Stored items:
=== Begin Enclosure ===

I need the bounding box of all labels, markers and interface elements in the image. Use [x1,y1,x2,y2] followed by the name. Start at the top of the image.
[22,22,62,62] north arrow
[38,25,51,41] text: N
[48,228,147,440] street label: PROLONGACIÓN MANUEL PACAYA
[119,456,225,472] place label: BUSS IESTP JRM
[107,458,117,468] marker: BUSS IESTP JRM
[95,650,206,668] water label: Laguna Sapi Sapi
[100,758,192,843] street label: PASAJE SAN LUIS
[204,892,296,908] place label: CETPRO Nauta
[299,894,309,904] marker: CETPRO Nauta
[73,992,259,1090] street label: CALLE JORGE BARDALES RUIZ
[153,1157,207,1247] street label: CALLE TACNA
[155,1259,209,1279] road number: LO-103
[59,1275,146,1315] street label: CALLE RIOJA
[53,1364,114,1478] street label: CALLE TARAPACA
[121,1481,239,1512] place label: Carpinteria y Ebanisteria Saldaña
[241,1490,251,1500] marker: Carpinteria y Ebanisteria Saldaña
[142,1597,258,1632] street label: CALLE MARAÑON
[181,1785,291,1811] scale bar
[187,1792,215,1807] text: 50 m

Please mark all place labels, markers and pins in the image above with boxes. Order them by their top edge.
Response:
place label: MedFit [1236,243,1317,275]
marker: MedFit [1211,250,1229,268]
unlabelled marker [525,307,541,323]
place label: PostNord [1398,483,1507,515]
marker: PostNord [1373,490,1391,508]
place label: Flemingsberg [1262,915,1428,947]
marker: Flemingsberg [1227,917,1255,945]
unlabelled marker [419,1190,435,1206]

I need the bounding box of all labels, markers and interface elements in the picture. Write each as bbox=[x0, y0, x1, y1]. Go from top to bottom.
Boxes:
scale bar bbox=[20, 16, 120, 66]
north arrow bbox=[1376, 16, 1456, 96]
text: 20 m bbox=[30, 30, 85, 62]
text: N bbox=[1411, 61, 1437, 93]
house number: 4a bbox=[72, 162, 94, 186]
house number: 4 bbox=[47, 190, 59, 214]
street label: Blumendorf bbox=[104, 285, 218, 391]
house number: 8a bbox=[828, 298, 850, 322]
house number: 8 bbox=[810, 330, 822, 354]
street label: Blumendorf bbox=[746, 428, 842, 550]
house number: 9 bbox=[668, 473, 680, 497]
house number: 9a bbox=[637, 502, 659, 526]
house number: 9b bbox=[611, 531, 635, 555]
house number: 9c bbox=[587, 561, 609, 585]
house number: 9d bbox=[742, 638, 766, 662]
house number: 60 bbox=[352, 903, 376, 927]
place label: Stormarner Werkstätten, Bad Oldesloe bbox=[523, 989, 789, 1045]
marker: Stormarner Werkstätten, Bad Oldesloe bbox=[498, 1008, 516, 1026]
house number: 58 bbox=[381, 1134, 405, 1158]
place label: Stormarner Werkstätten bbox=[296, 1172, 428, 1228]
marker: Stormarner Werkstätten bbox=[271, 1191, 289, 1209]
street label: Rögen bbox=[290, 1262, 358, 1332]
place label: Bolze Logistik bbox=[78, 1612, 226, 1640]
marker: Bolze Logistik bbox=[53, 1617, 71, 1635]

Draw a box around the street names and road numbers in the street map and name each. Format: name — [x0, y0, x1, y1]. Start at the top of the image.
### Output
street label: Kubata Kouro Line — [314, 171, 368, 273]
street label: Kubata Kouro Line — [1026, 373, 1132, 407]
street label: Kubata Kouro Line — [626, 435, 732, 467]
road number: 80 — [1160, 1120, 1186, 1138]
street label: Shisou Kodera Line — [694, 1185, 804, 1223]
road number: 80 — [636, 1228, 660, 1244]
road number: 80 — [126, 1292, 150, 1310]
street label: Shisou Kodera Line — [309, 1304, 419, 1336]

=== End Enclosure ===

Action item:
Identify the lines above that contain the word "each", then copy them.

Answer to this problem:
I need the bounding box of all labels, markers and interface elements in the picture. Write each as bbox=[x0, y0, x1, y1]. Go from top to bottom.
Draw a box around the street names and road numbers in the street map and name each. Format: name — [x0, y0, x1, y1]. Start at the top of the image.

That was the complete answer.